The sound can, however, be much lower in surrounding areas, and that's why supporters such as Gail Adams, vice president of communications and external affairs at the International Association of Geophysical Contractors, say it's a safer alternative to exploratory drilling.
"It is a documented fact that there has not been one instance of sound from our activities that's harmed marine life," Adams says. "So it is not our opinion. The federal government has said that there is not one documented case of sound emitted by our activities harming marine life."
Adams argues that the opposition isn't really aimed at seismic testing but rather the entire petroleum industry.
"The opposition is really people who are anti-oil and gas, or entities that are anti-oil and gas," Adams says. While IAGC has waited for the past four years to have its incidental harassment authorization approved, she says, there have been 22 other authorizations, none of which has faced opposition. "The only difference between those surveys and the surveys that we are doing now is that we are exploring for oil and natural gas resources." The other authorizations, Adams says, supported searches for renewable energy opportunities.
Adams says she and her fellow industry colleagues "care about the environment" and are exploring "in an environmentally safe manner." To Oceana's Miller, though, that's beside the point: It's the process of seismic air gun blasting that's harmful to the natural world.
Miller points to a June 2017 article in the science journal Nature Ecology and Evolution, which claims seismic surveys cause significant mortality to zooplankton populations. Global marine systems depend on these tiny organisms for nutrition. According to the research, experimental air gun signal exposure decreased zooplankton abundance and caused a two- to threefold increase in dead adult and larval zooplankton.
In science-speak, that's a lot. An overview of the study concludes: "There is a significant and unacknowledged potential for ocean ecosystem function and productivity to be negatively impacted by present seismic technology."

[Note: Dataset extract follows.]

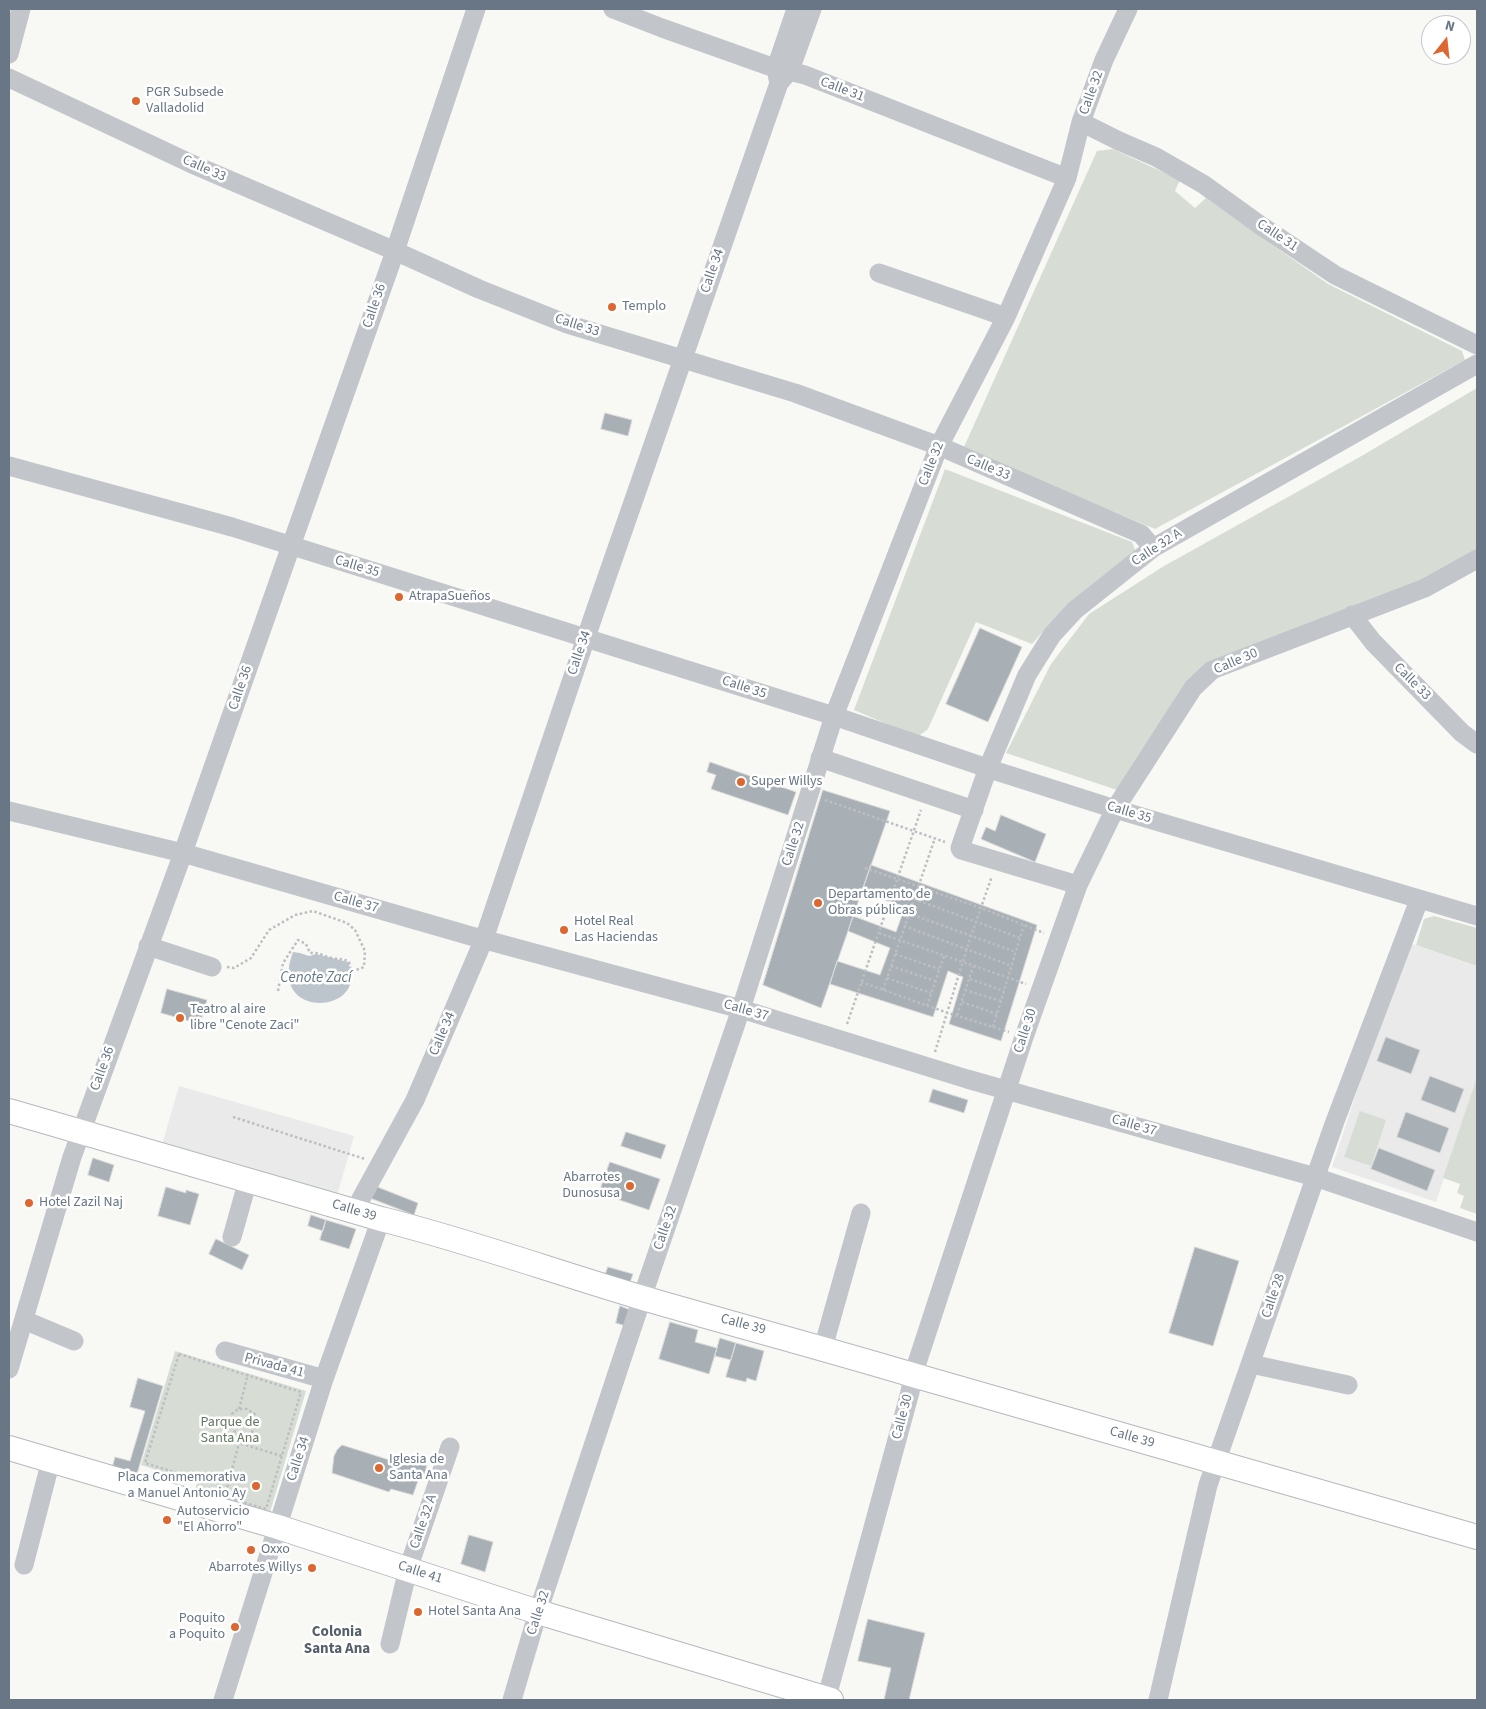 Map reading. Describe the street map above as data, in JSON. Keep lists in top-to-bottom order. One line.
{"streets":{"main road":["Calle 39","Calle 41"],"street":["Calle 31","Calle 32","Calle 33","Calle 34","Calle 36","Calle 32 A","Calle 35","Calle 30","Calle 37","Calle 28","Privada 41"]},"crossings":[["Calle 31","Calle 32"],["Calle 31","Calle 34"],["Calle 32","Calle 33"],["Calle 32","Calle 35"],["Calle 32","Calle 37"],["Calle 32","Calle 39"],["Calle 32","Calle 41"],["Calle 33","Calle 34"],["Calle 33","Calle 36"],["Calle 33","Calle 32 A"],["Calle 33","Calle 30"],["Calle 34","Calle 35"],["Calle 34","Calle 37"],["Calle 34","Calle 39"],["Calle 34","Privada 41"],["Calle 34","Calle 41"],["Calle 36","Calle 35"],["Calle 36","Calle 37"],["Calle 36","Calle 39"],["Calle 32 A","Calle 35"],["Calle 32 A","Calle 41"],["Calle 35","Calle 30"],["Calle 35","Calle 28"],["Calle 30","Calle 37"],["Calle 30","Calle 39"],["Calle 30","Calle 41"],["Calle 37","Calle 28"],["Calle 39","Calle 28"]],"districts":["Colonia Santa Ana"],"water":["Cenote Zací"],"parks":["Parque de Santa Ana"],"places":["PGR Subsede Valladolid","Templo","AtrapaSueños","Super Willys","Departamento de Obras públicas","Hotel Real Las Haciendas","Teatro al aire libre \"Cenote Zaci\"","Abarrotes Dunosusa","Hotel Zazil Naj","Iglesia de Santa Ana","Placa Conmemorativa a Manuel Antonio Ay","Autoservicio \"El Ahorro\"","Oxxo","Abarrotes Willys","Hotel Santa Ana","Poquito a Poquito"],"north":"top"}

Congress could intervene to stop the testing, as could President Trump, though neither of those options seems likely. Activists are eyeing the courts instead.
"We have to review these permits and figure out what the next step is going to be," says Catherine Wannamaker, senior attorney at the Southern Environmental Law Center. "We always look at these things with an eye toward whether there's litigation that is necessary. So I think we're in the phase now of evaluating whether that's the tool in the toolbox that we need to use to stop this."
Another tool might be something like Amendment 9, which Florida voters passed last month to protect state waters from drilling. But state waters only extend out three nautical miles. Outside that, the feds have control.
And, as Miller acknowledges, the U.S. oil and gas industry has considerable sway with the current administration and the Republicans in Congress.
Miller describes the situation as one in which the oil and petroleum industry is always waiting for a way in which they're allowed to exploit the ocean for profit, "regardless of the environmental devastation that may come along with it."
But it's a game that environmentalists are familiar with, Miller says. "We continually play this game of Whack-a-Mole with offshore drilling, and every single time you see coastal communities having to fight this fight all over again."